Star ( part. 1 )

152 8 0
                                    

       Apa makna mencintai untukmu? Bagiku mencintai seseorang itu berarti keberadaan tanpa syarat. Ketika langitnya berwarna biru cerah ataupun mendung dan kelam aku akan tetap ada di sana. Sekalipun seluruh dunia membalikan punggung padanya, tidak sedikitpun langkahku akan menjauh dari dunia yang ia huni.

          Sudah beberapa jam berlalu sejak kedatanganku tapi pria berkulit pucat dengan sepasang mata sipit itu masih tenggelam dalam dunianya sendiri. Bosan menunggu, ku seret langkah menghampirinya.

"Kau mengabaikanku terlalu lama, Min Yugi." ucapku sembari melingkarkan kedua lengan memeluk pundaknya. Pria itu menatap jam dinding yang sudah menunjukkan pukul 3 sore. Artinya sudah lewat 2 jam dari janji kami.

"Astaga. Sayang, maafkan aku." Yugi memutar kursi, menarikku duduk di atas pangkuannya. Tatapannya tampak merasa bersalah. Seperti anak kucing yang memohon untuk dimaafkan. Bagaimana aku akan memarahinya jika disuguhi hal seperti ini.

"Tidak apa. Kau kelihatan sibuk jadi aku tidak sampai hati menghentikanmu."

"Kita tukar dengan makan malam saja bagaimana?" tawarnya. Aku menggeleng tidak setuju. Bukan karna kesal tapi aku tidak punya waktu.

"Aku harus bekerja Yugi. Seminggu ini jadwalku shift sore hingga malam."

"Tidak masalah. Kau bisa makan malam dua kali."

"Hei, kau ingin berat badanku naik, eum?"

"Kau akan terlihat lebih cantik dengan pipi berisi."

"Pembual. Nanti kau lebih suka memandangi gadis-gadis berwajah tirus di luar sana."

"Aku tidak peduli yang lain. Mataku hanya bisa melihatmu."

"Kau memang pintar bicara. Aku harus pergi bekerja."

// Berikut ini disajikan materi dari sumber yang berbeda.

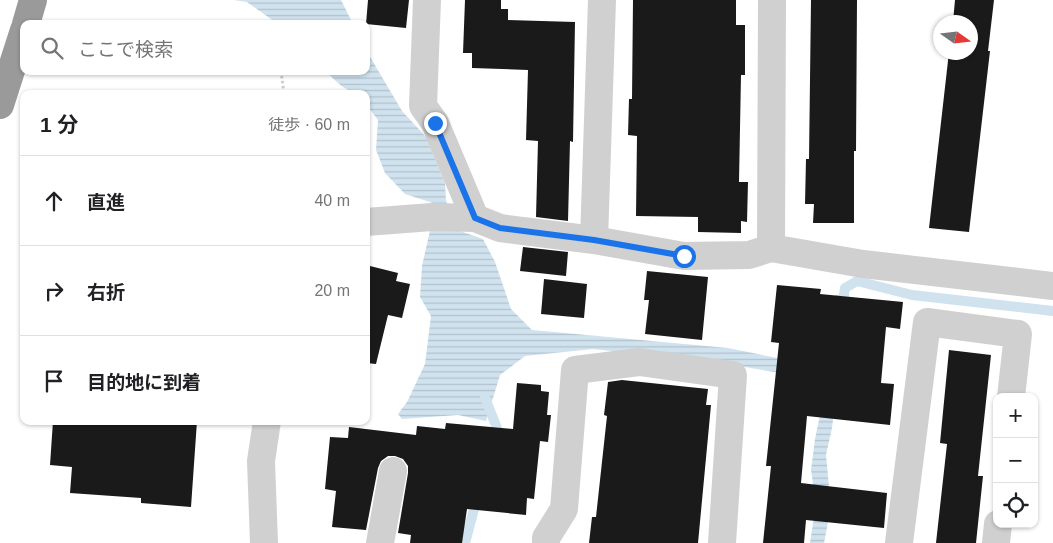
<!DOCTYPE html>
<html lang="ja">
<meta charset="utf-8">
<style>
body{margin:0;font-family:Arial,"Noto Sans JP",sans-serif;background:#f2f2f2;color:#202124}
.controls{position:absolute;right:15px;bottom:15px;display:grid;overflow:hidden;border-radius:10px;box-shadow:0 1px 4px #0004}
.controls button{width:45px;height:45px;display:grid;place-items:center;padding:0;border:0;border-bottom:1px solid #e0e0e0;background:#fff;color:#202124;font:25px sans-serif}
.compass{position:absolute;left:933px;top:15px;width:45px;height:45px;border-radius:50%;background:#fff;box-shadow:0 1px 4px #0004;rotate:104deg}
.stop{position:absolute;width:15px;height:15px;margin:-11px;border:4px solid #1a73e8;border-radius:50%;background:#fff}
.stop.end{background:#1a73e8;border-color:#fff;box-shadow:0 1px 5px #0008}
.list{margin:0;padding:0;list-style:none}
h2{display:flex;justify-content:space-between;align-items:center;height:65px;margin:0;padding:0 20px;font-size:21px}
h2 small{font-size:16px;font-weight:400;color:#757577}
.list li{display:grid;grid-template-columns:32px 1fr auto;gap:15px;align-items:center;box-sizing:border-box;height:90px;padding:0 20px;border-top:1px solid #e0e0e0}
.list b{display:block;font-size:19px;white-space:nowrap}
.list em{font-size:16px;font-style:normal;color:#757577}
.icon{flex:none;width:28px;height:28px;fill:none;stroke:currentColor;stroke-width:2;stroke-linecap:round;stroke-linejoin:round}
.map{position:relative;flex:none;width:1053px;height:543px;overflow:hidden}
.search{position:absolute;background:#fff;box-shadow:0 1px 4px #0004;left:20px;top:20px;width:350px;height:55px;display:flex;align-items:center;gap:12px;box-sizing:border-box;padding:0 18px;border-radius:10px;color:#757577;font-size:19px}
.panel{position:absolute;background:#fff;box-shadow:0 1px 4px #0004;left:20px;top:90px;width:350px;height:335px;border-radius:10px}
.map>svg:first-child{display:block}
.water{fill:url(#water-rules)}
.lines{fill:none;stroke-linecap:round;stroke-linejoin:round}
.stream{stroke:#cfe2ee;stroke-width:10}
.building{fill:#1a1a1a}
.path{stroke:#cdcdcd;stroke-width:3;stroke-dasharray:2.5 2.5;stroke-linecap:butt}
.street{stroke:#d0d0d0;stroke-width:28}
.highway{stroke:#9a9a9a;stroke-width:28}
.route{stroke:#1a73e8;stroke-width:6}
</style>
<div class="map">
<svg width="1053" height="543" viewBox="0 0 1053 543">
<defs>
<pattern id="water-rules" width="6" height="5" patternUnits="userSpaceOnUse" patternTransform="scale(1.25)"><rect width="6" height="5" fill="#cfe2ee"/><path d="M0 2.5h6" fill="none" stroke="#b2c2cd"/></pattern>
</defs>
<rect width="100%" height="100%" fill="#fff"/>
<!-- water -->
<path class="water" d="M234,0H341L353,24H278L247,2Z
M366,50L402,111L426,137L445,183L446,200L454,229L483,239L495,262L511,309L532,330L728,348L817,366L827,358L835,295L849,294L832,428L826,455L831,507L824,543H810L816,504L811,470L815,439L824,396L809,378L722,363L593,349L525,356L500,375L486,421L458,415L402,419L398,414L407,402L425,364L431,316L420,297L422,266L436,204L405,194L385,173L376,150L378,120L366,104V94C348,94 338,84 326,71H366Z"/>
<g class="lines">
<!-- stream -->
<path class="stream" d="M842,307L845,288L857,281L912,295L1053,311
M485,398L497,428L493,441
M465,543L477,498"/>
</g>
<!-- building -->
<path class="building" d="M368,0H409L406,28L366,24Z
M465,0H501V9H508V20L575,22L573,142L570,141L568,221L536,217L538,141L526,140L528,70L472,68V53H463Z
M633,0H736V25H745V75H741L739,182H748L747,222L741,221V233L698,232V217L636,216L637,136L628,135L629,99H632Z
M811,0H857L856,151H854V223H813L814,204H805L806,159H809Z
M955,0H994L988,51H990L969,232L929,228L949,52H970V22H953Z
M523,247L568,252L566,276L520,271Z
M366,265L398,273L396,281L410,284L402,318L388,315L376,364L366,363Z
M647,271L708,277L702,340L645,334L649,300H644Z
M544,279L587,284L584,318L541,314Z
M777,285L821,289L820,294L903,302L900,329L886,327L881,383L894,384L890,425L807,416L801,483L887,493L884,528L806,520L804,543H763L771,466H766L779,343L771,342Z
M949,350L991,355L978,476H983L976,543H936L947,444L940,443Z
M622,380L708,389L706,405H711L698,543H589L592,517H596L607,416L604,415L608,382Z
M517,383L541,385V391L549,392L547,415H551L548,442L540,441L534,499L527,498L526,515L467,509L462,543H410L411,535L398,533L408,473V466L403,459L395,456H388L381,461L378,468L366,530L332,527L336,491L325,489L330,437L348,438L349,427L416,435L417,426L445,429L446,423L513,429Z
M53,421H197L191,507L141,503V498L70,493L72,467L50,465Z"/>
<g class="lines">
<!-- path -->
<path class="path" d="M281,71L284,94"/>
<!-- street -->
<path class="street" d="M427,0L423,106L435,123L475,218L500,228L594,240L684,256L749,255L771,248L863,264L1053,286
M366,222L432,217L475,218
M594,240L602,0
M771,248L772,0
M264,543L261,461L267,421
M380,543L393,471
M546,543V538L564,509L575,370L639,362L733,375L722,543
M899,543L927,322L1018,334L1011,397
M996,543L998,524"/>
<!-- highway -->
<path class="highway" d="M26,24L33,0
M0,105L24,30"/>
</g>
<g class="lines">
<!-- route -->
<path class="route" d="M435,123L475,218L500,228L594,240L684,256"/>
</g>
</svg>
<div class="controls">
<button>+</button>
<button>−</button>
<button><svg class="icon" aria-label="locate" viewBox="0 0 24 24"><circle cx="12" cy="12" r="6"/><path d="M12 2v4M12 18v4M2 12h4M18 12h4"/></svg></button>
</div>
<svg class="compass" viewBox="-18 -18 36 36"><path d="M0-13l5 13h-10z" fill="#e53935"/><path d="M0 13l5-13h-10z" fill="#757577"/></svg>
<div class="stop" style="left:684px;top:256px"></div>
<div class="stop end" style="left:435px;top:123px"></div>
<div class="search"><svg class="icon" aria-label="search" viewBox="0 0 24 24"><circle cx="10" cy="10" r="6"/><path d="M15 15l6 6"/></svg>ここで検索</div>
<section class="panel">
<h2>1 分<small>徒歩 · 60 m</small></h2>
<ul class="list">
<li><svg class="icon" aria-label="ahead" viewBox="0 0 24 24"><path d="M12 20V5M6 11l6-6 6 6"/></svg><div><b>直進</b></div><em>40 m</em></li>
<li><svg class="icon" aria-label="right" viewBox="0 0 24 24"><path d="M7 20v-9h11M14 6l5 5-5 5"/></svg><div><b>右折</b></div><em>20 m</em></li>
<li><svg class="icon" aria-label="arrive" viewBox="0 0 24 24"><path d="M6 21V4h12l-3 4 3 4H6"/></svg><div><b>目的地に到着</b></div></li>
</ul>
</section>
</div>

"Biar aku antar." Min Yugi menurunkan aku dari pangkuannya hendak bangkit dari tempat duduk namun kembali ku dorong ia ke posisi awal.

"Aku sendiri saja. Kau teruskan pekerjaanmu, dan makanlah dulu. Aku sudah memesannya selagi kau sibuk dengan lagumu tadi."

"Kau yakin?"

"Eum. Sampai bertemu nanti. Bye..bye." ku ke*cup pipi Yugi sekilas sebelum meninggalkan apartmentnya. Min Yugi. Pria yang sudah hampir tiga tahun menjalin hubungan denganku itu benar-benar sangat tergila-gila dengan musik. Impiannya menjadi seorang produser sekaligus penulis lagu. Banyak yang sudah dia buat tapi sayangnya sama sekali belum membuahkan hasil. Hubungan Yugi dan kedua orang tuanya juga tidak begitu baik sebab sang Ayah tidak mendukung ia menjadi pemusik. Ia lebih ingin putranya menjalani kehidupan sebagai pegawai kantoran biasa. Hidup sebagai musisi sama sekali tidak menjanjikan. Hal itu pula yang membuat Yugi lebih memilih tinggal sendiri dan menjadi jarang bertemu kedua orang tuanya.

"Sampai jumpa besok, Lara." ucap salah seorang rekan kerjaku. Aku menoleh sambil melambaikan tangan membalasnya.

"Sampai jumpa, hati-hati di jalan." jam kerjaku baru saja berakhir. Usai berbenah aku bersiap-siap hendak pulang. Begitu memalingkan pandangan ke luar sudut bibirku terangkat menemukan seorang pria dengan mantel coklat berdiri di depan pintu masuk Coffee Shop. Ku matikan lampu, memastikan segalanya telah beres lalu bergegas mengunci toko.

"Sejak kapan kau disini? Apa aku membuatmu menunggu lama?"

"Tidak, aku baru saja sampai."

"Benar? Tidak bohong?"

           Min Yugi tersenyum, melangkah mendekat kemudian menangkup kedua pipiku dengan telapak tangannya.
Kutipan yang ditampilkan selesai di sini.